PAYONE Payment Extension for Magento 2
28 stars 59 forks source link

Error 1380 because HTTP_X_FORWARDED_FOR is not handled correctly #551

Closed mfickers closed 2 months ago

mfickers commented 3 months ago

Since upgrade to v3.11.0 on Magento 2.4.6-p6 it is no longer possible to place an order using Payone payment methods in our production environment. Cicking the "place order" button results in an error of type 1380 ("Parameter {ip} faulty or missing") every time. This does not occur on our staging environment.

I've compared the body of Payone authorization requests between both environments and noticed that the IP address looks different: Staging: "" Live: "<client_ip, 127.0.0.1" payone_authorization_ip_address

There is an additional load balancing proxy in the live environment, that is missing in the staging environment.

I believe this bug was introduced in this commit: https://github.com/PAYONE-GmbH/magento-2/commit/18990d43ed10960922b7350f0062fad4cfd95bfa

The Payone module now uses \Magento\Framework\HTTP\PhpEnvironment\Request::getClientIp to get the client IP address. In our case the client IP address is available inside the HTTP_X_FORWARDED_FOR header.

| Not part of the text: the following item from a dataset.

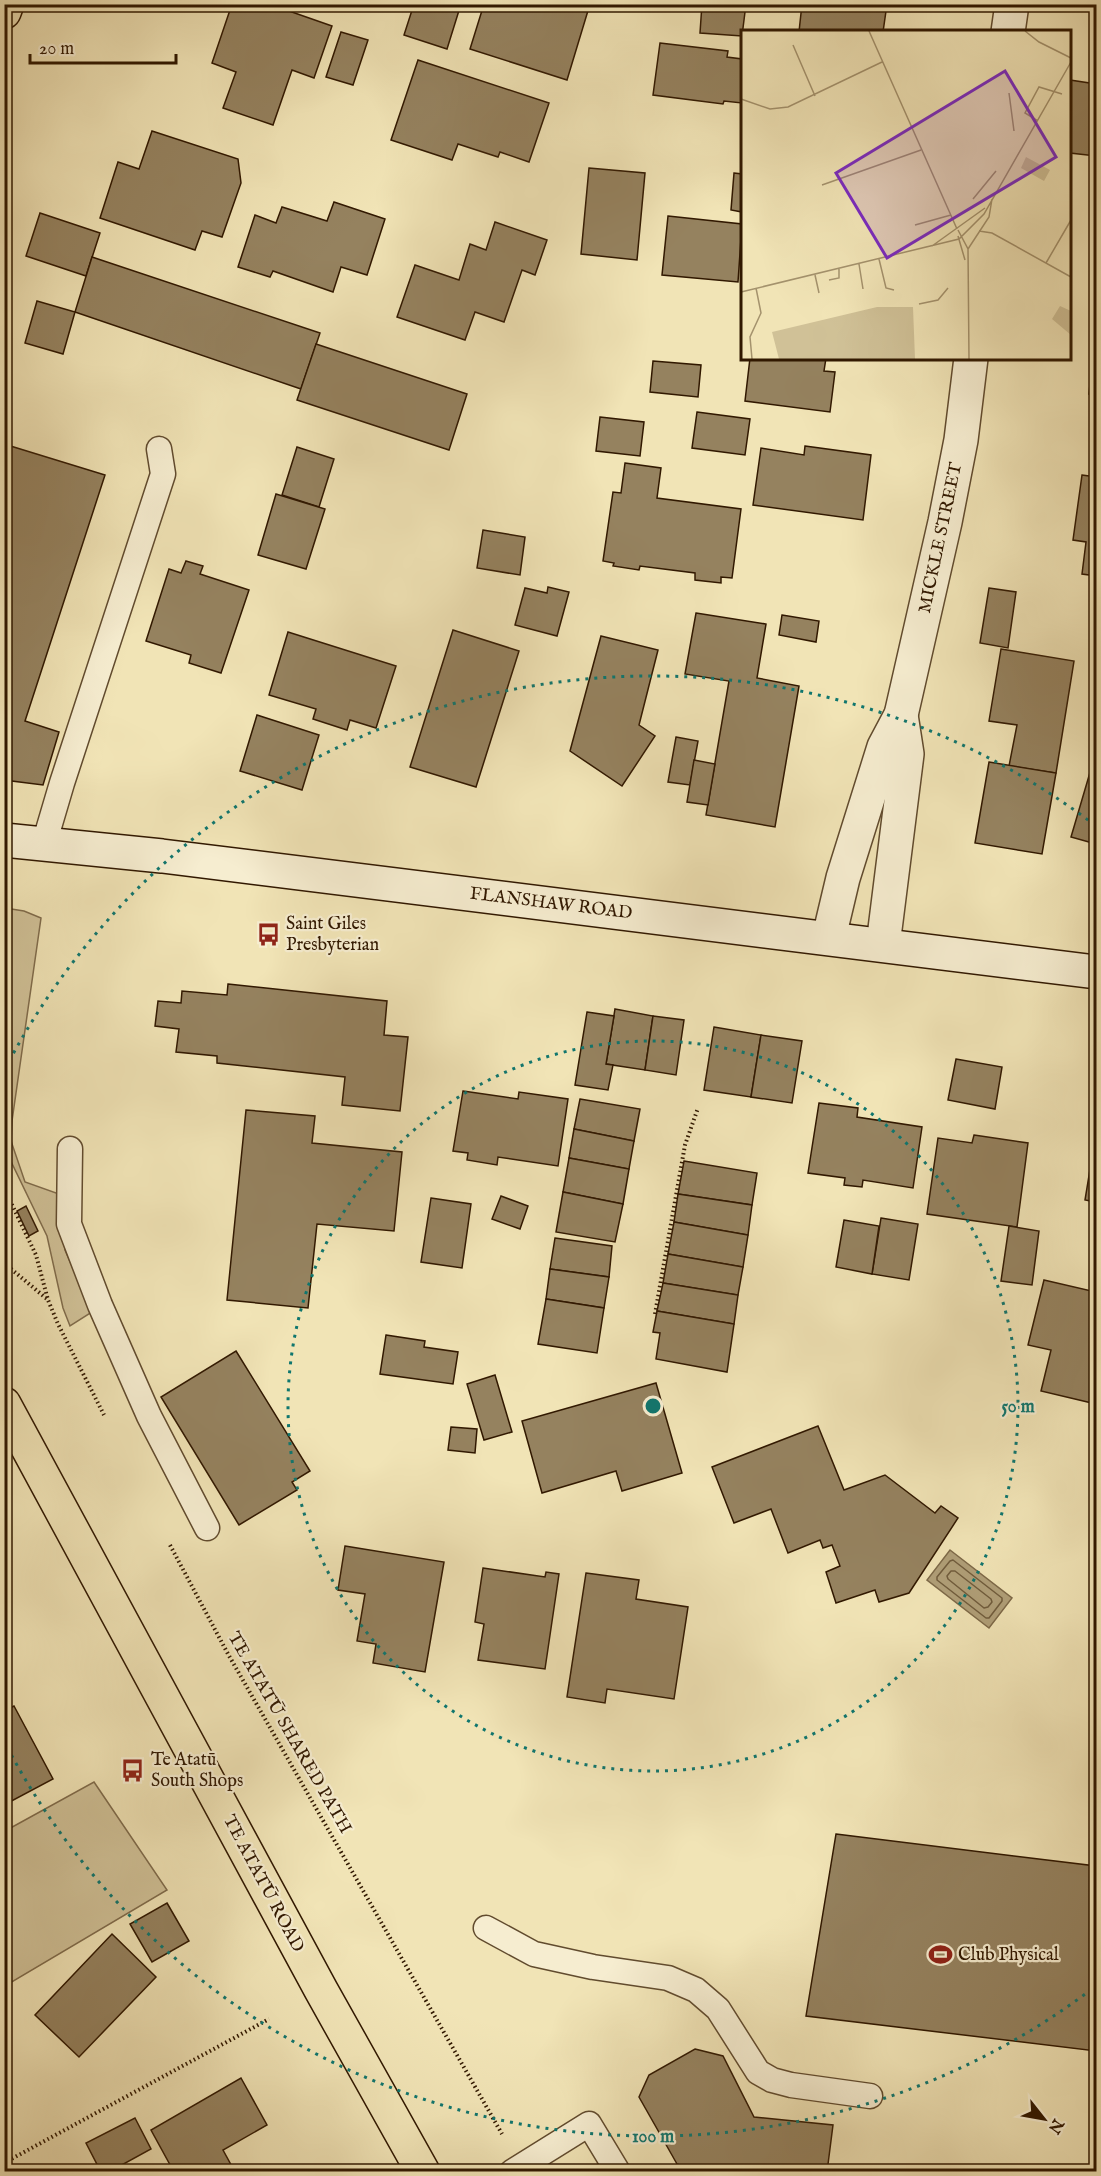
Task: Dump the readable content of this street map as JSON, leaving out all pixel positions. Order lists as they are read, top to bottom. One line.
{"streets":{"main road":["TE ATATŪ ROAD"],"street":["MICKLE STREET","FLANSHAW ROAD"],"path":["TE ATATŪ SHARED PATH"]},"crossings":[["MICKLE STREET","FLANSHAW ROAD"]],"places":{"bus stop":["Saint Giles Presbyterian","Te Atatū South Shops"],"sports":["Club Physical"]},"scale_bar":"20 m","north":"bottom right","rings":["50 m","100 m"]}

While the correct header is loaded, the HTTP_X_FORWARDED_FOR header contains not just the client IP, but the whole proxy chain's addresses like this:

X-Forwarded-For: <client>, <proxy1>, <proxy2>

As the Payone API expects a single IP address, sending the raw value from this header will result in the error.

FatchipRobert commented 2 months ago

I added a fix to handle those comma separated IP lists by returning the first IP from that list instead of the full string.

I can't test it though since I don't have a proxy setup.